Connu pour ses sympathies anarchistes, Octave Mirbeau est un écrivain engagé. Il a combattu l'antisémitisme, le nationalisme, le colonialisme, toutes les formes de domination qui asservissent l'individu. Sujets d'indignation qui intéressent notre temps et nous incitent à redécouvrir cette œuvre.
Avec Le Jardin des supplices, il invente une forme romanesque qui rompt avec les conventions de la cohérence narrative et de la vraisemblance. Ce texte offre un assemblage de morceaux disparates dans lequel la stylisation du réel en dévoile, par-delà les apparences, les aspects grotesques ou monstrueux. Mirbeau y adopte, après l'avoir longtemps cherché, le mode satirique qui va désormais faire de ses romans l'expression de son engagement passionné dans les luttes de son époque.

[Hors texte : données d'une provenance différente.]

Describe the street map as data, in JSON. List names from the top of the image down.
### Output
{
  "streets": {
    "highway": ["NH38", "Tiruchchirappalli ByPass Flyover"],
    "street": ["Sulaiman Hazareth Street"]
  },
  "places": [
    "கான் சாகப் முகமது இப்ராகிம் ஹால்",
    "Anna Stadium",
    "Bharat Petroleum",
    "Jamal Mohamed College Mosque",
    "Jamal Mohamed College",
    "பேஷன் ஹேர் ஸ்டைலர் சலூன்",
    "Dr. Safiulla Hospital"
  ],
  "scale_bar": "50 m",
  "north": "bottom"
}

Le Jardin des supplices et Le Journal d'une femme de chambre sont autant d'allégories qui, en pleine affaire Dreyfus, renvoient à la France antidreyfusarde sa propre image hallucinée sous un jour crépusculaire. Quelques années plus tard, La 628-E8, parodie d'un récit de voyage en automobile à travers l'Europe du Nord, est l'occasion de violentes charges contre le colonialisme belge, le militarisme, le nationalisme barrésien, la germanophobie. En 1913 enfin, Dingo, pseudo-récit de formation où un chien refait paradoxalement l'éducation de son maître, offre un tableau féroce de la France radicale.
Ces quatre romans montrent combien Octave Mirbeau mérite d'être considéré comme le rénovateur du roman satirique dans la tradition de Ménippe, le philosophe cynique. Sans oublier, comme nous le rappelle son contemporain Émile Zola, qu'il fut aussi ce " justicier " compatissant, qui avait " donné son cœur aux misérables ".